Exercise aim: Pick every line from the data that holds the word "controls".

'''

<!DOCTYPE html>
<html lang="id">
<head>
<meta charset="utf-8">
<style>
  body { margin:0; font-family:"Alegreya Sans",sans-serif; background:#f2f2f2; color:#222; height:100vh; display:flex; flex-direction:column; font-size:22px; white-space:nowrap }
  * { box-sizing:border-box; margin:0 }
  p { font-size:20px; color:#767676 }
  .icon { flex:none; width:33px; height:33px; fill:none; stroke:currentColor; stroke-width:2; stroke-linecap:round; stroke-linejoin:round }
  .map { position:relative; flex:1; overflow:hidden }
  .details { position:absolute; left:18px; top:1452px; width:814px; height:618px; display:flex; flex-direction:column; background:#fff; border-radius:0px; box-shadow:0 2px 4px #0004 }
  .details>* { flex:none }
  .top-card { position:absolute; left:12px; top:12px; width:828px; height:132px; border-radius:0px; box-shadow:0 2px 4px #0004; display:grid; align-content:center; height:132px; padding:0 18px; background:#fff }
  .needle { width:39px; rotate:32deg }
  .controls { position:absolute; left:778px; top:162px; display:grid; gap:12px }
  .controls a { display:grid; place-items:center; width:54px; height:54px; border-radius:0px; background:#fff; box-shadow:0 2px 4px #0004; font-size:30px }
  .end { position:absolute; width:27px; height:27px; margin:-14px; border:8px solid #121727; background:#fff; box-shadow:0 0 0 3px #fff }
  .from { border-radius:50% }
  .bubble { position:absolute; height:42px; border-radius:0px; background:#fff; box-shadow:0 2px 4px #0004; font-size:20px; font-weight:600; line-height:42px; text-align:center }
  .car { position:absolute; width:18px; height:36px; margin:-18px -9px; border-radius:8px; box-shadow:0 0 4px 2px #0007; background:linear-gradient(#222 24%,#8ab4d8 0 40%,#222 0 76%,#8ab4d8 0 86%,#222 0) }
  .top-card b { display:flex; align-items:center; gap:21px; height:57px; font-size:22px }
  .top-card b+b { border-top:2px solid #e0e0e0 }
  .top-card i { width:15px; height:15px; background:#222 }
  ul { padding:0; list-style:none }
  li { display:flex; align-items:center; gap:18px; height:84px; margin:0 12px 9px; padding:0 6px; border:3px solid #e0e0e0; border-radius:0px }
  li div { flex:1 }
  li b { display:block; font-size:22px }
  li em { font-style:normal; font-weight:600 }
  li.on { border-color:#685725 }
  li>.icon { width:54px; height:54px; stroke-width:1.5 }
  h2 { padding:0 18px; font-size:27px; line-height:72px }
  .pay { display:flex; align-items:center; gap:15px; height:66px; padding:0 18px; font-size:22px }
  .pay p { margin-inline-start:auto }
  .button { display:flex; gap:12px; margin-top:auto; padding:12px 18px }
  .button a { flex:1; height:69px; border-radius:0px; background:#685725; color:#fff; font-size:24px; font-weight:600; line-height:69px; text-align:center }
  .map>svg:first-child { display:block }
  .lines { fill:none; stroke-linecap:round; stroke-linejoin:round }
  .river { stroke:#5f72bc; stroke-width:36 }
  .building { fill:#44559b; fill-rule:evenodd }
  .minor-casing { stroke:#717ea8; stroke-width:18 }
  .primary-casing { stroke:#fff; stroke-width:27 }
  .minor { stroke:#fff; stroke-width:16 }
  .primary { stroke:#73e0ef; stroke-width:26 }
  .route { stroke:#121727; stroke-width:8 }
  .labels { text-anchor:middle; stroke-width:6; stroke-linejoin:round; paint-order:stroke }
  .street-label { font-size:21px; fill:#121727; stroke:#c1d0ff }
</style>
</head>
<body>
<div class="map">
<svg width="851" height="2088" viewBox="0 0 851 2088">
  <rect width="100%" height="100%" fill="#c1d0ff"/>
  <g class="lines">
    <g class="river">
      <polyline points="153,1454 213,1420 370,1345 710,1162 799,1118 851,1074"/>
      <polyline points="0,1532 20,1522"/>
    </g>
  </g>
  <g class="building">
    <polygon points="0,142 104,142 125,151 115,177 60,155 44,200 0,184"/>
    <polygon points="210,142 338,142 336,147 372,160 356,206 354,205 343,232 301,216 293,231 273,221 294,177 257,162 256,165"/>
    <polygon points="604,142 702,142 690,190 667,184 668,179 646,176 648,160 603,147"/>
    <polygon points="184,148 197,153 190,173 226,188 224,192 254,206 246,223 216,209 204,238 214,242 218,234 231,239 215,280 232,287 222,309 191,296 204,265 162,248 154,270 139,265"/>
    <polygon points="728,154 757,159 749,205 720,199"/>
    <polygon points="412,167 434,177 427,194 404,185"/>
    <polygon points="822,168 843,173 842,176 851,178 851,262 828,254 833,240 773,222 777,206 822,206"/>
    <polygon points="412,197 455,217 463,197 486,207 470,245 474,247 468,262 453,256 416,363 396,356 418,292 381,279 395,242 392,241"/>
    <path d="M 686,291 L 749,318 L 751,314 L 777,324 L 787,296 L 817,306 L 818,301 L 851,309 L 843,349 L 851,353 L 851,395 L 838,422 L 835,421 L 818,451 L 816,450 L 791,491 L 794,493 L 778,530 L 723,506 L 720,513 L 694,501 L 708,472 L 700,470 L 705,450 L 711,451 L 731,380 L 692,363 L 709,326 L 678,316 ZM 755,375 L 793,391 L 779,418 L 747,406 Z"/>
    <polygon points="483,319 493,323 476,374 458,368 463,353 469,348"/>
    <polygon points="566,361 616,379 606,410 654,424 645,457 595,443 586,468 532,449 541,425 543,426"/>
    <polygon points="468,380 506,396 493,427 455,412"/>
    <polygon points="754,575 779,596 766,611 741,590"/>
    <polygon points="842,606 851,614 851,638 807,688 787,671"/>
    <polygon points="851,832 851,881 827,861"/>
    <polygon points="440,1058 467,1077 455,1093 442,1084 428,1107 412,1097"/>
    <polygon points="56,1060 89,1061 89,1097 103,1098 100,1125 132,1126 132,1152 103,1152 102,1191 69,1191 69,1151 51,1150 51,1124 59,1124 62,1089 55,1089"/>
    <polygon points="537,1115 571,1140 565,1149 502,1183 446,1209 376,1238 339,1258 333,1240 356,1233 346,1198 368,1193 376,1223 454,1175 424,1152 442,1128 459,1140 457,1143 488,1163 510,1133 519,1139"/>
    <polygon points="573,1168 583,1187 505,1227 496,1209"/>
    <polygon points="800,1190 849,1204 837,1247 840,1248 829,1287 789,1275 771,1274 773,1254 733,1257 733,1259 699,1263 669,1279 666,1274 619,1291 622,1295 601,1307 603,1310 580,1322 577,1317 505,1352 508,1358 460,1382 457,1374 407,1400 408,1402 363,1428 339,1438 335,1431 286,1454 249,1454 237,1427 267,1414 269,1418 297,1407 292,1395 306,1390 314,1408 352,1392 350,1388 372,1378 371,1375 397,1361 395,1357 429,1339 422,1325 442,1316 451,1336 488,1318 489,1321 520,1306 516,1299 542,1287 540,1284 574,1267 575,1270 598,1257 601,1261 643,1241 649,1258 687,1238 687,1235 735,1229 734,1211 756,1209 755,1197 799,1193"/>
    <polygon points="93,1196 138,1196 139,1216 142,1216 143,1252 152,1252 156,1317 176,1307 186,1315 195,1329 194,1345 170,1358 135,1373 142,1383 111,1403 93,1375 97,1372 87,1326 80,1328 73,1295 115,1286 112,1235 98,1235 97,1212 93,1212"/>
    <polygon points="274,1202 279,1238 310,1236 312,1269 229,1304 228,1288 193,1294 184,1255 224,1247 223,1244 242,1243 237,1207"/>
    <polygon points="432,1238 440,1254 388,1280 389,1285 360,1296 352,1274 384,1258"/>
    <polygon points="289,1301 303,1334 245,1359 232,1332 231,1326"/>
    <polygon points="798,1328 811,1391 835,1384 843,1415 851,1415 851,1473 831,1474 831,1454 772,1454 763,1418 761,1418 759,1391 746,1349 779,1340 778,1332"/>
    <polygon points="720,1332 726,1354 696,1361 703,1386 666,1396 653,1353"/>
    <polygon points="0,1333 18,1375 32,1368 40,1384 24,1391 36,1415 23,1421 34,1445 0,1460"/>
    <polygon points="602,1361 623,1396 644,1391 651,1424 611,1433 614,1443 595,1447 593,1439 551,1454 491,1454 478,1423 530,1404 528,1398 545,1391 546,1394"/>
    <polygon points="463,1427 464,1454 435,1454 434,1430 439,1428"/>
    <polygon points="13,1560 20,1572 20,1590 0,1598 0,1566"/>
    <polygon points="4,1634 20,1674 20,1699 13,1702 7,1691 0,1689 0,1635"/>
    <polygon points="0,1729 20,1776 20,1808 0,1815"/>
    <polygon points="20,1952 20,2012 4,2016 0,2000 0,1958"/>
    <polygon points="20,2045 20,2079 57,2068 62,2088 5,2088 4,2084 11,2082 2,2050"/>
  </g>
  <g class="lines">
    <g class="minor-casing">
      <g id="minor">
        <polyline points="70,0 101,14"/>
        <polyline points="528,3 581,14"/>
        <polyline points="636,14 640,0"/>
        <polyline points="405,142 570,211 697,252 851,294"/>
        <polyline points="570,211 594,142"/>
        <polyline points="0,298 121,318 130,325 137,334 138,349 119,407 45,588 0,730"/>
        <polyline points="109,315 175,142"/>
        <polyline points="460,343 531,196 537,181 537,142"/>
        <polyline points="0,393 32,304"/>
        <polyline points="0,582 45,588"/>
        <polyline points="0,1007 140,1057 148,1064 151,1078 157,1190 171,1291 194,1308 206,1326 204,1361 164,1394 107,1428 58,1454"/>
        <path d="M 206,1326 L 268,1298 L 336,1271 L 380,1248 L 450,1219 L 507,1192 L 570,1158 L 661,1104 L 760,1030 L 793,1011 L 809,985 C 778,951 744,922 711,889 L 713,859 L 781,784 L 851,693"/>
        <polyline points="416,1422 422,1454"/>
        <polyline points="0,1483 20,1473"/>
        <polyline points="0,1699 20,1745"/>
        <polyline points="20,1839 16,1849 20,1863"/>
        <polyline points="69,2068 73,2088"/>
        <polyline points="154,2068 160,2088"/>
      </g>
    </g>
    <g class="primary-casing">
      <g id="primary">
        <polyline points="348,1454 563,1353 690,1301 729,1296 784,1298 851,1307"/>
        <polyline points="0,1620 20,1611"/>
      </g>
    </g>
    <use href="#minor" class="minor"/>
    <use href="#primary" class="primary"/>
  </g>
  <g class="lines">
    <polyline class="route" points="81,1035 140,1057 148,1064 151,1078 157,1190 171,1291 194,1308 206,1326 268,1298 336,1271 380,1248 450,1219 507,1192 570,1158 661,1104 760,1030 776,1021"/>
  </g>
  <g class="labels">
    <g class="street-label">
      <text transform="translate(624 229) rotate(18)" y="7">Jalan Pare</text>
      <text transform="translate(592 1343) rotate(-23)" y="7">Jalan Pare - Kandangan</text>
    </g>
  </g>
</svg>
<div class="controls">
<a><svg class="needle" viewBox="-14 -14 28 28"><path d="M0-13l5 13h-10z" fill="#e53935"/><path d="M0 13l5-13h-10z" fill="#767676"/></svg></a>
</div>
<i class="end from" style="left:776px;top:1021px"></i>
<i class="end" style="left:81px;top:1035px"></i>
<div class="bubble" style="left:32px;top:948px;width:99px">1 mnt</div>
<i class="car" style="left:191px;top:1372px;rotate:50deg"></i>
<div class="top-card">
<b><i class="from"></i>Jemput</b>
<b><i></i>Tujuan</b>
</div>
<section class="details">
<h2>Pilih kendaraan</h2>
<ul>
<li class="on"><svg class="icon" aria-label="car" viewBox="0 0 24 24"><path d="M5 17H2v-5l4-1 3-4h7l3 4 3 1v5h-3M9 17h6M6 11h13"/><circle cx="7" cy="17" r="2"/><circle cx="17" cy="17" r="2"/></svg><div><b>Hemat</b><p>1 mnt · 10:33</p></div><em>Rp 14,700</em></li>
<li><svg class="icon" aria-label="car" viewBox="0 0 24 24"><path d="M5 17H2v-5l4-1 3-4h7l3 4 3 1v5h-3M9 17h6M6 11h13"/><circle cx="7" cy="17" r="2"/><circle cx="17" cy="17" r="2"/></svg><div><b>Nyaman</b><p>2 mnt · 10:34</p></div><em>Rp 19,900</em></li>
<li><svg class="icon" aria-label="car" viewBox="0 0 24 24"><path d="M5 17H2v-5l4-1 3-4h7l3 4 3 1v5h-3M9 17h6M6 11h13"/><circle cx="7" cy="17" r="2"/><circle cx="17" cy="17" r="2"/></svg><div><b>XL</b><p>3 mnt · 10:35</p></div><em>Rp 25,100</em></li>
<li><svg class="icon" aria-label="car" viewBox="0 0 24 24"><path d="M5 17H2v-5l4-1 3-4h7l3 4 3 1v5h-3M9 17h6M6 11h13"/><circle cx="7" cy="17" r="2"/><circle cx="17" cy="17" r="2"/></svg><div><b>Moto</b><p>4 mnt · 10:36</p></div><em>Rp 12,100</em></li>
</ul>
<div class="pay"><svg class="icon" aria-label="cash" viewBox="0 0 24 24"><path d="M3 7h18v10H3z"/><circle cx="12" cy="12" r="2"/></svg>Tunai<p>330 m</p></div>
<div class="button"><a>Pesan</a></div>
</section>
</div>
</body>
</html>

'''

Written response:
  .controls { position:absolute; left:778px; top:162px; display:grid; gap:12px }
  .controls a { display:grid; place-items:center; width:54px; height:54px; border-radius:0px; background:#fff; box-shadow:0 2px 4px #0004; font-size:30px }
<div class="controls">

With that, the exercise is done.